(Source records)
☆ ☆ ☆

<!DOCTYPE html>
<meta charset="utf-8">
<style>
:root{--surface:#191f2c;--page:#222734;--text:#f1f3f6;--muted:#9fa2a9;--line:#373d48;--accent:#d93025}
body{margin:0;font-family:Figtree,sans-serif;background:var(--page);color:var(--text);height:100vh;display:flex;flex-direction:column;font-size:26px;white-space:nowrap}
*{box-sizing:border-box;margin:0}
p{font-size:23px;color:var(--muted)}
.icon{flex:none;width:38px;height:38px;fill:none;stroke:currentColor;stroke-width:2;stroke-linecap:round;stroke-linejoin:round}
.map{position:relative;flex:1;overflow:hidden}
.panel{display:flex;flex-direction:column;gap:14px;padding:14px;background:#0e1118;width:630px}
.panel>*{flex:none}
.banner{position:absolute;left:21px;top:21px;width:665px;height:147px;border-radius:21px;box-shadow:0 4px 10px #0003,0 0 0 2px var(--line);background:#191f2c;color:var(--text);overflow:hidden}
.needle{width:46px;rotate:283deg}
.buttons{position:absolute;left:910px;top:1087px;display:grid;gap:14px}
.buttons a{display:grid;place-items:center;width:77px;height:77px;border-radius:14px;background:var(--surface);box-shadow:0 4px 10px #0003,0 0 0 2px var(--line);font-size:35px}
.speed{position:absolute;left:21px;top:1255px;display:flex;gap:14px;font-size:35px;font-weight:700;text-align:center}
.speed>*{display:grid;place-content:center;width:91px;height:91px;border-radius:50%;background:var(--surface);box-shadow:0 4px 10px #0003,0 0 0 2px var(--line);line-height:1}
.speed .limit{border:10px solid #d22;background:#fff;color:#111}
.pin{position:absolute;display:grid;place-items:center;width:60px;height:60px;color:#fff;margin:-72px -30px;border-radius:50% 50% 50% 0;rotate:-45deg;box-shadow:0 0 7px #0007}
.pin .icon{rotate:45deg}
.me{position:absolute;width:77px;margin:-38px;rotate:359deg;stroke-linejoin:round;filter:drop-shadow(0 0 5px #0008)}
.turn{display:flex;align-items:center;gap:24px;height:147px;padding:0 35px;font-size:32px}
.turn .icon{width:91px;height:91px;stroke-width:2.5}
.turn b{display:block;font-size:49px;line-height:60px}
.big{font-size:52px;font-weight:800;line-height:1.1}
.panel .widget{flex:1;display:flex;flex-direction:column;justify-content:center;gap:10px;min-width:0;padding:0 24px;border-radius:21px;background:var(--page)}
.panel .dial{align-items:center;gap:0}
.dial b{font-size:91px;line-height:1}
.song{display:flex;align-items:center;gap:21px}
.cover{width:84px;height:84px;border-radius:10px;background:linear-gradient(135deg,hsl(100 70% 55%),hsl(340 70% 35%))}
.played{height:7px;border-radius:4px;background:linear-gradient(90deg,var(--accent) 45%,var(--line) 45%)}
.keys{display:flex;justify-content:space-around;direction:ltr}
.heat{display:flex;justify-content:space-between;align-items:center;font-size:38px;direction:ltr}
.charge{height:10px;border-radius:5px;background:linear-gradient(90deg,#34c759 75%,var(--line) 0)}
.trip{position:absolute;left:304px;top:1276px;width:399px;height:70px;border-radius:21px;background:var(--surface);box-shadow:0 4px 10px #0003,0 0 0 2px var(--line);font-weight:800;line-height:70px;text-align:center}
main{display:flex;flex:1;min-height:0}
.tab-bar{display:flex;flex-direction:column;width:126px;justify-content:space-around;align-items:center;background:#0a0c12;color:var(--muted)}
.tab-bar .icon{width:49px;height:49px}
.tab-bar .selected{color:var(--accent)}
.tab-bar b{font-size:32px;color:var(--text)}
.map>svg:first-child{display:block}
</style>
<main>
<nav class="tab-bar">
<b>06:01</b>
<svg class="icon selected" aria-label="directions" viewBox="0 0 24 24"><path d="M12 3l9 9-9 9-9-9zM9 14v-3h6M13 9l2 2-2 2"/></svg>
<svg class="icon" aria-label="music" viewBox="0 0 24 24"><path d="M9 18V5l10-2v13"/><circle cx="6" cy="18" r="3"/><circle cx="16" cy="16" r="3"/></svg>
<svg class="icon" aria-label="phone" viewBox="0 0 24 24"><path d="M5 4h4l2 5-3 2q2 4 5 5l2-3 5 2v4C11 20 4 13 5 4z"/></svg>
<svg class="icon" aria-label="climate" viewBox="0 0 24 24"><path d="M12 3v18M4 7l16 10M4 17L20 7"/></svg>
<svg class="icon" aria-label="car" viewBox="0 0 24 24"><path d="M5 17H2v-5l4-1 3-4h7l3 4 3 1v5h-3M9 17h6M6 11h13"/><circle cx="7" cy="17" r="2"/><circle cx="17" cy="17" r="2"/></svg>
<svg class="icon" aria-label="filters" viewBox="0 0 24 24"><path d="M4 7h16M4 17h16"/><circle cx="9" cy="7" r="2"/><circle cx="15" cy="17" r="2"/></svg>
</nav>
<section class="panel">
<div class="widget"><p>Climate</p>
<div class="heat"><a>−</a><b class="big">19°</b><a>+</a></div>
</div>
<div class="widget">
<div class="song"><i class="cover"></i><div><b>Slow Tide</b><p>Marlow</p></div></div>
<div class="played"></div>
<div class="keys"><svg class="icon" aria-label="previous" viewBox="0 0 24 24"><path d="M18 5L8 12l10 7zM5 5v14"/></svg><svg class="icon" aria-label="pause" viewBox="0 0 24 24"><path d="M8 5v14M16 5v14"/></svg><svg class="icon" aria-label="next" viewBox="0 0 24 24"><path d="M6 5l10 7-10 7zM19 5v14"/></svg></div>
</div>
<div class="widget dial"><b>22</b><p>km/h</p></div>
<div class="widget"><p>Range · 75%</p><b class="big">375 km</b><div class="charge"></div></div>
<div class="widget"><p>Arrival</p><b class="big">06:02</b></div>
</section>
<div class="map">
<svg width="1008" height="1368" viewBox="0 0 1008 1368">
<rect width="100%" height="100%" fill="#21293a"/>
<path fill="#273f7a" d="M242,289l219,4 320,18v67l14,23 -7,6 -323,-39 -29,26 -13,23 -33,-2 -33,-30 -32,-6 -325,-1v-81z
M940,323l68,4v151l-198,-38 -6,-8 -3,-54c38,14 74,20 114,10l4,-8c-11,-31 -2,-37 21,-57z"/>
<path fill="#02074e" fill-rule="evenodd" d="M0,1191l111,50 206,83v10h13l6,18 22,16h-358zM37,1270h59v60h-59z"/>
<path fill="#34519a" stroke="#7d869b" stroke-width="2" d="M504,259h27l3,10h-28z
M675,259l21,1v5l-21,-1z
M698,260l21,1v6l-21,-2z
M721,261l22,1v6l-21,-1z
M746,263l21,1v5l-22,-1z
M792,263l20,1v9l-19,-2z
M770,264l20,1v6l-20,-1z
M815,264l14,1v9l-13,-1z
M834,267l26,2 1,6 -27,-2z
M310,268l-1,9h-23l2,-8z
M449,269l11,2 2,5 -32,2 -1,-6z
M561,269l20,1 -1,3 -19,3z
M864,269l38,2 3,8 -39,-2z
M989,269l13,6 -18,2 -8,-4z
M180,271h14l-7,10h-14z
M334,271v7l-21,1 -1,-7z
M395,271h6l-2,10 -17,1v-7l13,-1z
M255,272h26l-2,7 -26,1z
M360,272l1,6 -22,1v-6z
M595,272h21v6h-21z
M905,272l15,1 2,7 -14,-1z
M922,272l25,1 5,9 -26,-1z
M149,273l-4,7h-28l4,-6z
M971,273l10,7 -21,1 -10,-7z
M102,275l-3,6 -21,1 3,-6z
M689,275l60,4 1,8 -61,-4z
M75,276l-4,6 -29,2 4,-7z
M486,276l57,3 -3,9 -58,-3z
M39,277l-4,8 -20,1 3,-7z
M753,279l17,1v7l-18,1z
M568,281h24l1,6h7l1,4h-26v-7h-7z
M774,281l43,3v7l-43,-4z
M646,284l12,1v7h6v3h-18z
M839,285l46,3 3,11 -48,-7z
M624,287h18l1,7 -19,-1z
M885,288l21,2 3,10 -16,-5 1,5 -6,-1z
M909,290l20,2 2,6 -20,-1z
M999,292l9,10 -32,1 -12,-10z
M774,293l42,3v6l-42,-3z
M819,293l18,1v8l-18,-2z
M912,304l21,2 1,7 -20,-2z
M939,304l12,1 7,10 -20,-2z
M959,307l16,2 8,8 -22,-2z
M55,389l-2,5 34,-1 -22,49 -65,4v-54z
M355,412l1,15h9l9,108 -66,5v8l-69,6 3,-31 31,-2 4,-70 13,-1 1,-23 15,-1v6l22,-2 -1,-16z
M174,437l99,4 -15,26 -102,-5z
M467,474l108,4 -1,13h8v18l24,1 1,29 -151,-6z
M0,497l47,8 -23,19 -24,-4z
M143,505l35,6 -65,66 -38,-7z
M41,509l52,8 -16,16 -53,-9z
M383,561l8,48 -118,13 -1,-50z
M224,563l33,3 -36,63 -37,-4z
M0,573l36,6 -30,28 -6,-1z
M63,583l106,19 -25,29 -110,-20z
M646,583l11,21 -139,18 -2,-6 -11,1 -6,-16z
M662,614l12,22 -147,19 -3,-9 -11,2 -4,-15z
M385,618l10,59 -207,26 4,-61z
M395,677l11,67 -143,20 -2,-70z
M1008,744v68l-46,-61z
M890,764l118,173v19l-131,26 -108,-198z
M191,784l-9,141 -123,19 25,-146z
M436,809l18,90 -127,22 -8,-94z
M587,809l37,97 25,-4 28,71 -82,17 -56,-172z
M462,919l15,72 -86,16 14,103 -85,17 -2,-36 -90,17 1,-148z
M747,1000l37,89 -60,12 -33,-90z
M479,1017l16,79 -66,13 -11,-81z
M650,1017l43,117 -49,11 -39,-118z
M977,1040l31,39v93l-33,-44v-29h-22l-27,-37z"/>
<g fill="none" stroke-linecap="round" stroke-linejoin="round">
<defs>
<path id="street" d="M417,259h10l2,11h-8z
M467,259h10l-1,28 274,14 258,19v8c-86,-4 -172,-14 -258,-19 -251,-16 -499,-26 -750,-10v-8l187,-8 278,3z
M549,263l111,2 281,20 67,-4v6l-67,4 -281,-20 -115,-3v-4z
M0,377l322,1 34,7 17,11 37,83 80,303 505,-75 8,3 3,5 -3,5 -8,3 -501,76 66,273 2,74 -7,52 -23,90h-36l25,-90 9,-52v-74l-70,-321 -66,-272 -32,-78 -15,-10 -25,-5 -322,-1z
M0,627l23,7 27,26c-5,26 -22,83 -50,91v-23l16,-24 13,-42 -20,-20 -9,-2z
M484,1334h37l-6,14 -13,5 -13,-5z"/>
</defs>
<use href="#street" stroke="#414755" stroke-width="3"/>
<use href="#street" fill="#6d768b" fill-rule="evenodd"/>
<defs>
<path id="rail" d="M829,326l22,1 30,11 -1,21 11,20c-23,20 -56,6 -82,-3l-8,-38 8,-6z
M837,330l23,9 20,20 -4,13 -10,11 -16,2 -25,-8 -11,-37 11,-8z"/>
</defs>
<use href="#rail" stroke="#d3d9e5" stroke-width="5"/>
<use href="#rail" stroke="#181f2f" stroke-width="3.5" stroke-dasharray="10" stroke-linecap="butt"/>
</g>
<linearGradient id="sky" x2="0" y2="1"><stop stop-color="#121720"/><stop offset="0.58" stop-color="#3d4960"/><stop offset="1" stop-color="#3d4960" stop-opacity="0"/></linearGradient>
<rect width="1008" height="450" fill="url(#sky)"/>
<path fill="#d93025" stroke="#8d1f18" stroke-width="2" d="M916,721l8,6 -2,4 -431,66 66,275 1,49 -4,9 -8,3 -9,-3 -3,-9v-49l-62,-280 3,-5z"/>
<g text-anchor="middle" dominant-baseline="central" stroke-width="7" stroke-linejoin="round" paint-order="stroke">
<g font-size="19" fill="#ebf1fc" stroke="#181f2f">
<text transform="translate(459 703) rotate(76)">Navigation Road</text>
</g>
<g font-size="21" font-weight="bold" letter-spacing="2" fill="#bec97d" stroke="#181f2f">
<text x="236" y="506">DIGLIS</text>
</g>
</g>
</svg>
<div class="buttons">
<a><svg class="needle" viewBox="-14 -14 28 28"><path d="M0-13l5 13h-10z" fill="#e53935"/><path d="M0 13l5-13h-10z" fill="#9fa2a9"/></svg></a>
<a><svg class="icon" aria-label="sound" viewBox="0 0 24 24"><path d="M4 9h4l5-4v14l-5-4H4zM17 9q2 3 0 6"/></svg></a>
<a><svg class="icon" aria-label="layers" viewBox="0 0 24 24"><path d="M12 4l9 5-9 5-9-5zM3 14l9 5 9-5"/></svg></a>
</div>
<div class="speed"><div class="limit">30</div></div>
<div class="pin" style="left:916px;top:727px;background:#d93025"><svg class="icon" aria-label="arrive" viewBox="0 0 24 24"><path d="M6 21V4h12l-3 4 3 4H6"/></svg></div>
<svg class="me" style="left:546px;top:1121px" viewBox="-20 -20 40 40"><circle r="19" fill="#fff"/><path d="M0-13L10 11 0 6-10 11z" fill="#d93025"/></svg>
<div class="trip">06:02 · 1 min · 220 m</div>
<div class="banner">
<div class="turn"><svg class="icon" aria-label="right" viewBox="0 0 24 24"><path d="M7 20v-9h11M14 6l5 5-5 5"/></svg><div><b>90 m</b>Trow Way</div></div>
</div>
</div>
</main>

☆ ☆ ☆

TASK STATEMENT
Every line that contains the string "banner" should be returned from the data.

YOUR SOLUTION
.banner{position:absolute;left:21px;top:21px;width:665px;height:147px;border-radius:21px;box-shadow:0 4px 10px #0003,0 0 0 2px var(--line);background:#191f2c;color:var(--text);overflow:hidden}
<div class="banner">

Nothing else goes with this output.